Senator Bernie Sanders won Tuesday’s New Hampshire primary election, the first primary of the 2020 presidential election.
With 84 percent of precincts reporting, the progressive Vermont independent received 25.8 percent of the vote, beating former South Bend, Ind. mayor Pete Buttigieg, who came in second at 24.4 percent, according to the Associated Press. Senator Amy Klobuchar of Minnesota surged into third place, garnering 19.7 percent and passing both Senator Elizabeth Warren of Massachusetts, who received 9.4 percent, and former vice president Joe Biden, who received 8.3 percent.
Representative Tulsi Gabbard of Hawaii and former Massachusetts governor Deval Patrick all received less support in New Hampshire than the top tier of Democratic candidates.
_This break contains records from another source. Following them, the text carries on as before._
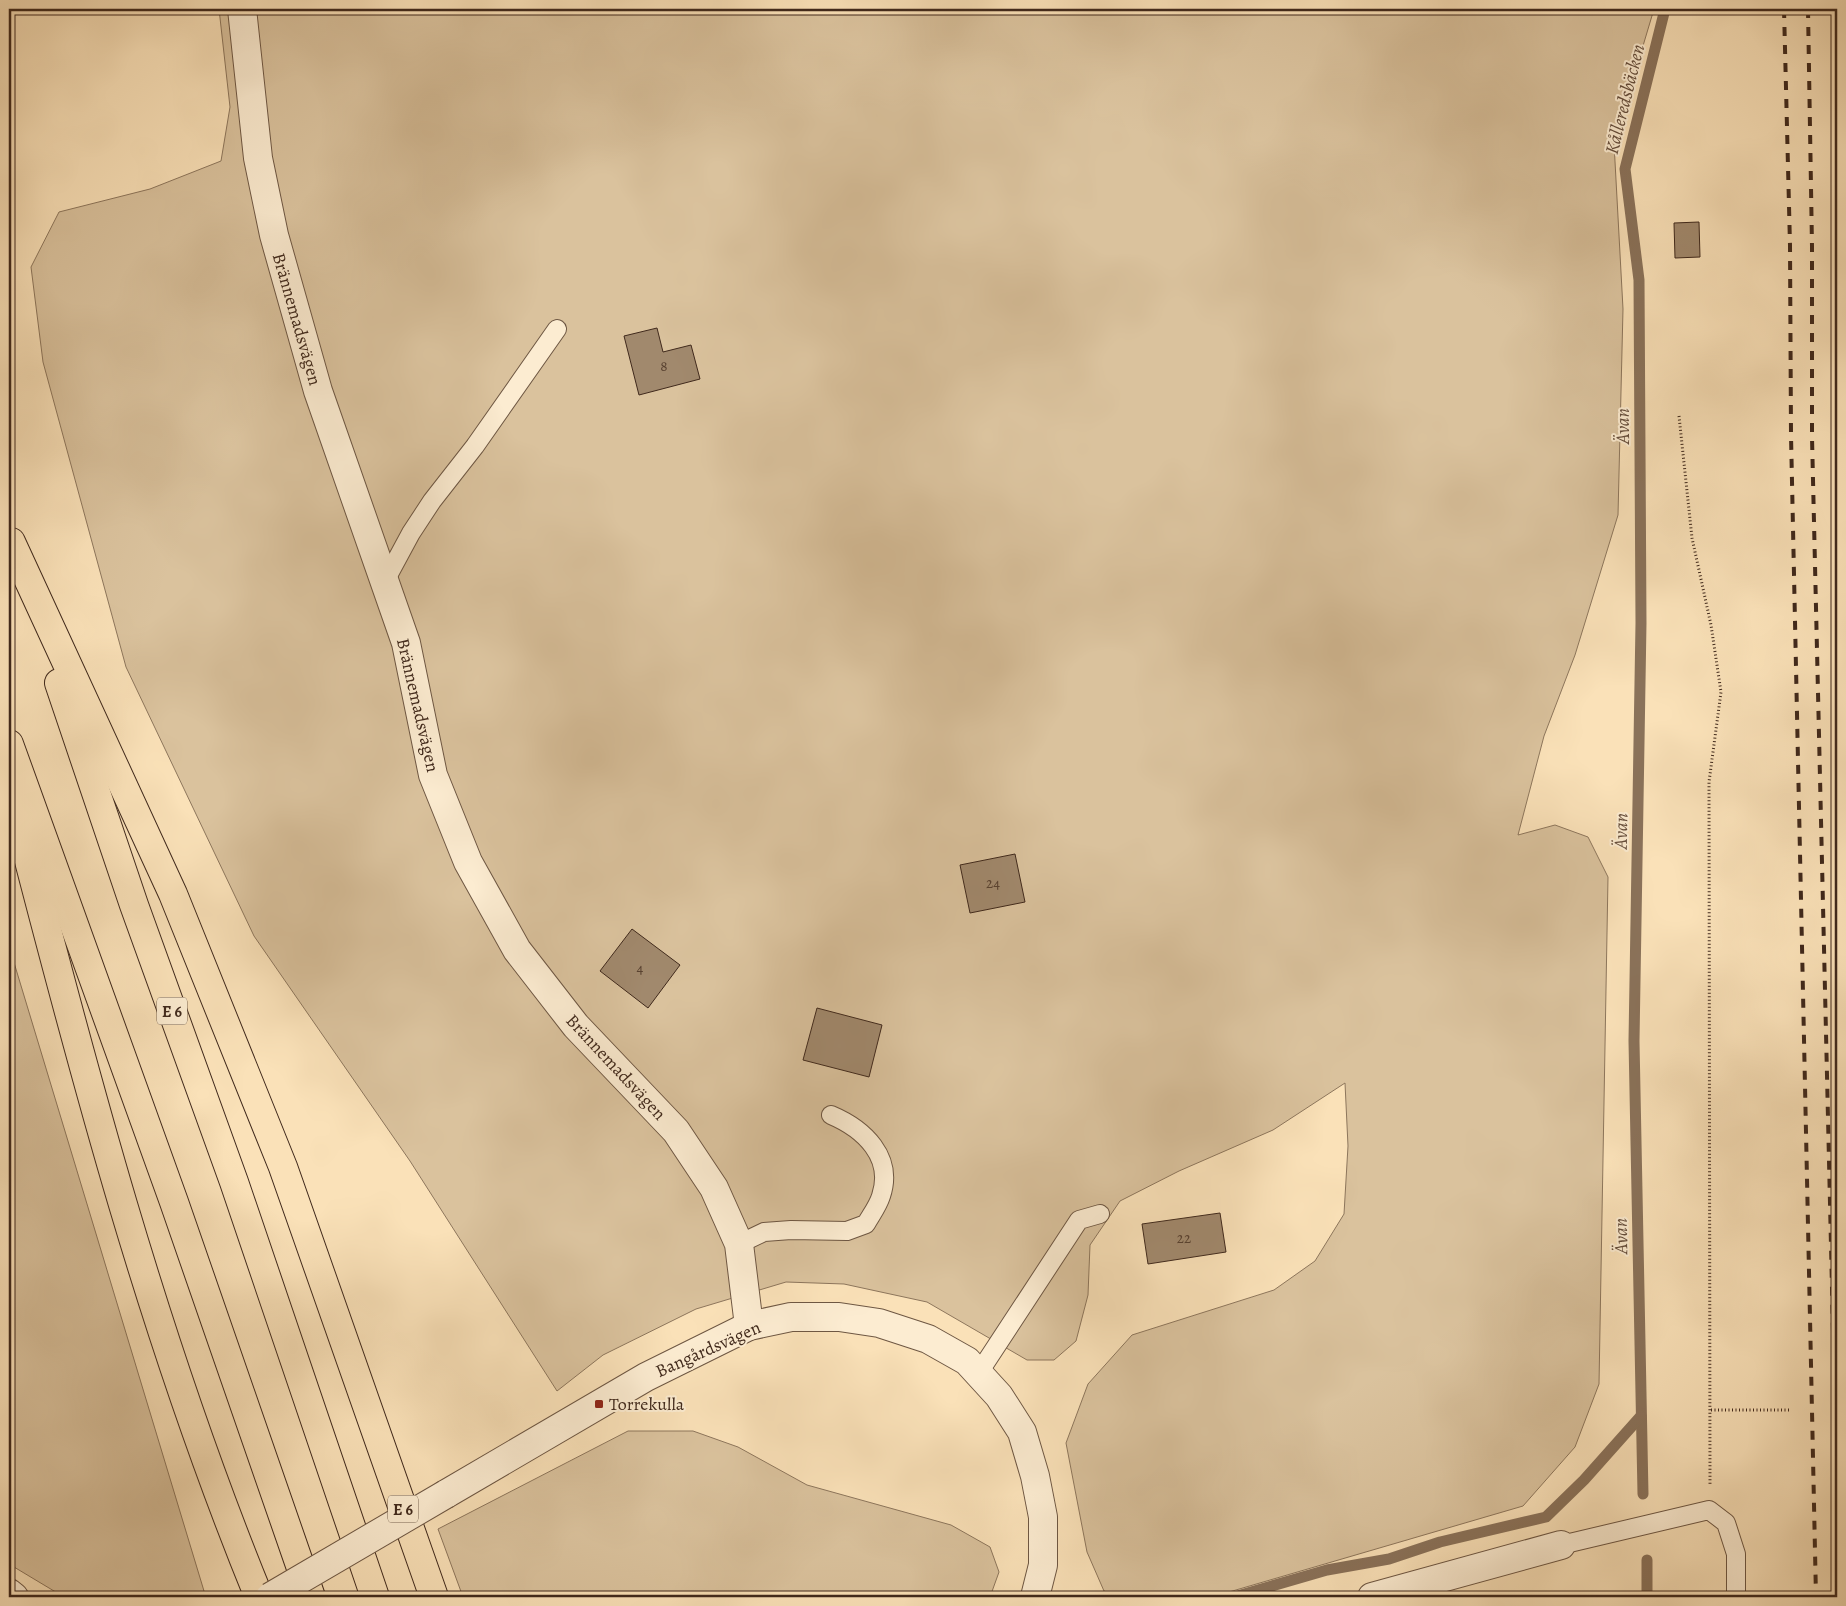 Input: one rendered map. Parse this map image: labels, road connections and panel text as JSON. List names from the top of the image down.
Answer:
{
  "streets": {
    "highway": ["E 6"],
    "street": ["Brännemadsvägen", "Bangårdsvägen"]
  },
  "crossings": [
    ["Brännemadsvägen", "Bangårdsvägen"]
  ],
  "water": ["Kålleredsbäcken", "Ävan"],
  "places": {
    "transit": ["Torrekulla"]
  },
  "house_numbers": [
    "8",
    "24",
    "4",
    "22"
  ]
} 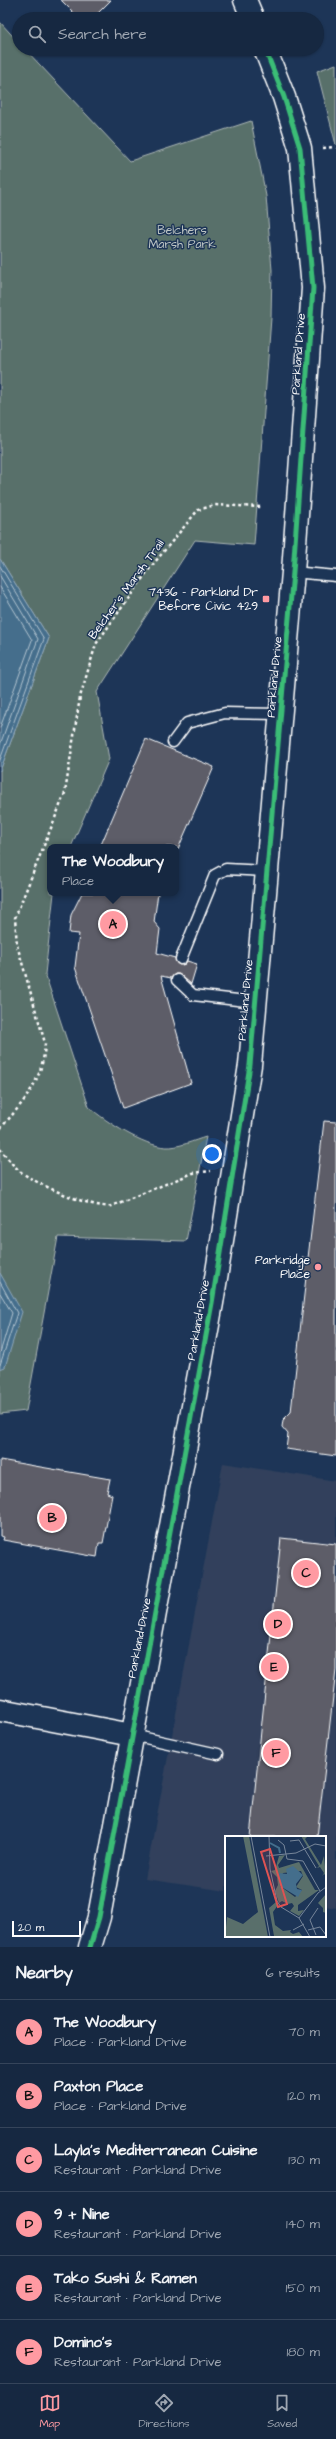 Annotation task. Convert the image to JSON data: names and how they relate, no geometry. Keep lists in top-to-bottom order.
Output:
{
  "streets": {
    "street": ["Parkland Drive"],
    "path": ["Belcher's Marsh Trail"]
  },
  "parks": ["Belchers Marsh Park"],
  "places": {
    "transit": ["7436 - Parkland Dr Before Civic 429"],
    "other": ["Parkridge Place"]
  },
  "scale_bar": "20 m",
  "page": {
    "search": "Search here",
    "popup": ["The Woodbury", "Place"],
    "pins": [
      "A",
      "B",
      "C",
      "D",
      "E",
      "F"
    ],
    "scale": "20 m",
    "heading": ["Nearby", "6 results"],
    "list": [
      {
        "mark": "A",
        "name": "The Woodbury",
        "note": "Place · Parkland Drive",
        "value": "70 m"
      },
      {
        "mark": "B",
        "name": "Paxton Place",
        "note": "Place · Parkland Drive",
        "value": "120 m"
      },
      {
        "mark": "C",
        "name": "Layla's Mediterranean Cuisine",
        "note": "Restaurant · Parkland Drive",
        "value": "130 m"
      },
      {
        "mark": "D",
        "name": "9 + Nine",
        "note": "Restaurant · Parkland Drive",
        "value": "140 m"
      },
      {
        "mark": "E",
        "name": "Tako Sushi & Ramen",
        "note": "Restaurant · Parkland Drive",
        "value": "150 m"
      },
      {
        "mark": "F",
        "name": "Domino's",
        "note": "Restaurant · Parkland Drive",
        "value": "180 m"
      }
    ],
    "nav": ["Map", "Directions", "Saved"]
  }
} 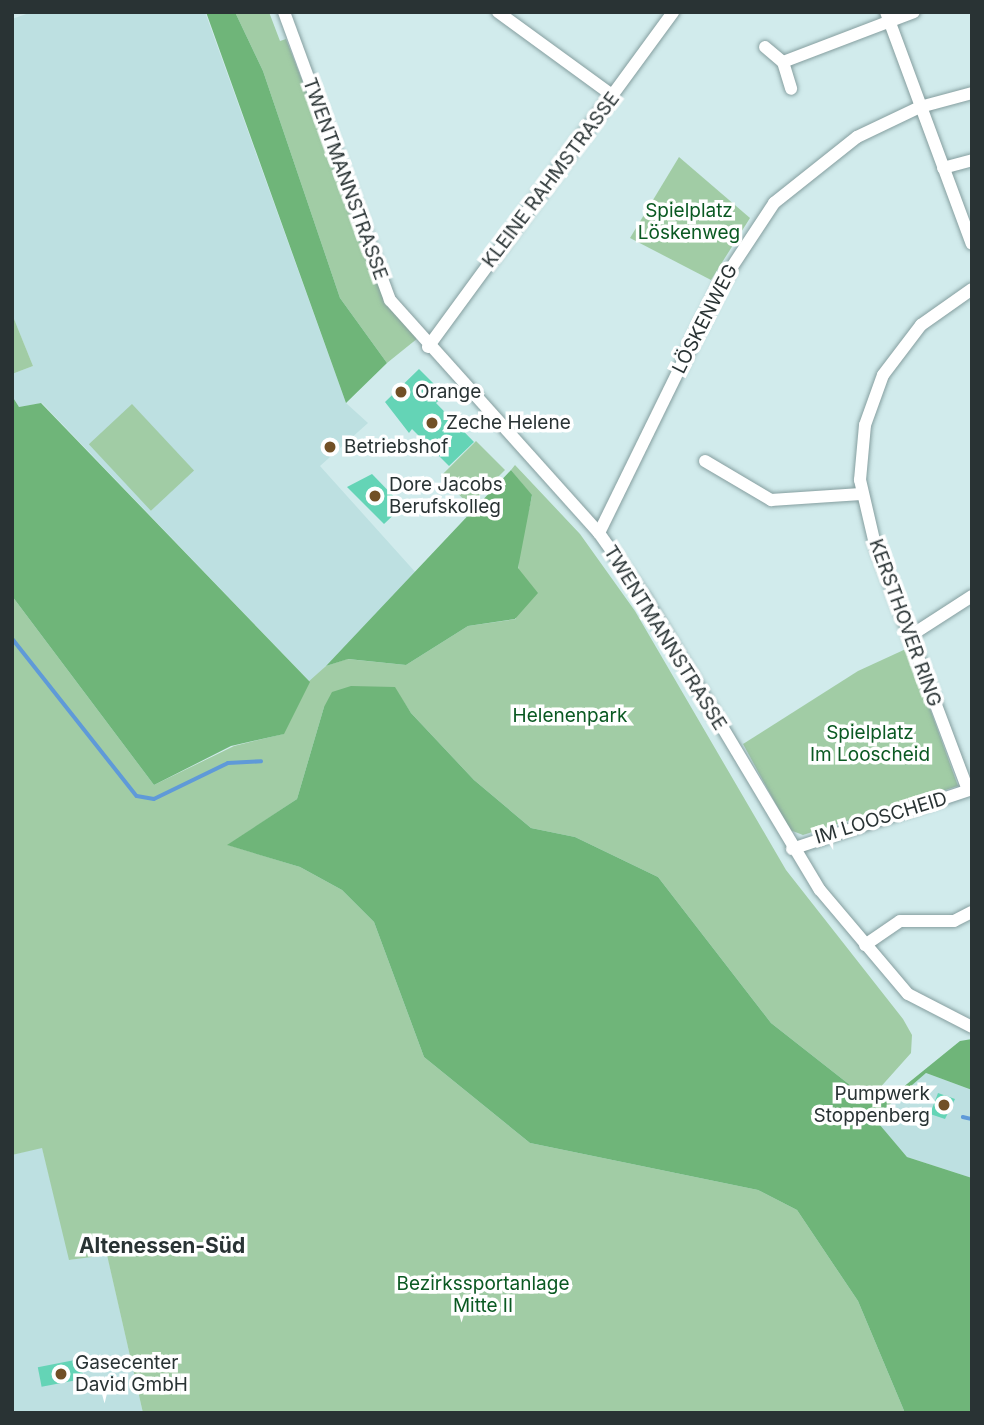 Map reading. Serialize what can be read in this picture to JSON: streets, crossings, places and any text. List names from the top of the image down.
{
  "streets": {
    "street": [
      "TWENTMANNSTRASSE",
      "KLEINE RAHMSTRASSE",
      "LÖSKENWEG",
      "KERSTHOVER RING",
      "IM LOOSCHEID"
    ]
  },
  "crossings": [
    ["TWENTMANNSTRASSE", "KLEINE RAHMSTRASSE"],
    ["TWENTMANNSTRASSE", "LÖSKENWEG"],
    ["TWENTMANNSTRASSE", "IM LOOSCHEID"],
    ["KERSTHOVER RING", "IM LOOSCHEID"]
  ],
  "districts": ["Altenessen-Süd"],
  "parks": [
    "Spielplatz Löskenweg",
    "Helenenpark",
    "Spielplatz Im Looscheid",
    "Bezirkssportanlage Mitte II"
  ],
  "places": [
    "Orange",
    "Zeche Helene",
    "Betriebshof",
    "Dore Jacobs Berufskolleg",
    "Pumpwerk Stoppenberg",
    "Gasecenter David GmbH"
  ]
}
Tech entrepreneur Andrew Yang, who was also competing for the Democratic nomination in New Hampshire, suspended his presidential campaign Tuesday night, saying the numbers do not show a path to victory for him. Two other lower-tier candidates, billionaire philanthropist Tom Steyer and Senator Michael Bennet of Colorado, suspended their 2020 campaigns over the course of the evening as well.
Klobuchar’s swift surge in support, which catapulted her into third place in the primary, followed a strong performance in Friday’s Democratic debate.
Before his lackluster finish, Biden, formerly the national frontrunner for months, left New Hampshire earlier than his rivals to travel to South Carolina and addressed his supporters in New Hampshire by livestream. The South Carolina primary will take place on February 29.
Buttigieg and Sanders visited polling locations on Tuesday to rally their supporters before polls closed.
Both Buttigieg and Sanders claimed victory following the botched Iowa caucuses last week. The caucuses descended into chaos as results were delayed due to glitches in the smartphone app the state Democratic party was using to record results and phone lines jammed when local precinct managers attempted to call Iowa Democratic Party officials, only to be put on hold for hours.
The final caucus results showed Buttigieg beating Sanders by a mere tenth of a percentage point, receiving 26.2 percent of the vote to Sanders’s 26.1 percent. Buttigieg won the caucuses with 14 delegates, while Sanders received 12 delegates, although Sanders won the popular vote. Sanders on Monday requested a partial recanvass of the caucus results.
Sanders is currently leading nationally in the polls at 23 percent, with Biden in second place at 20 percent and former New York City mayor Michael Bloomberg behind them at 13 percent, according to the RealClearPolitics average of polls.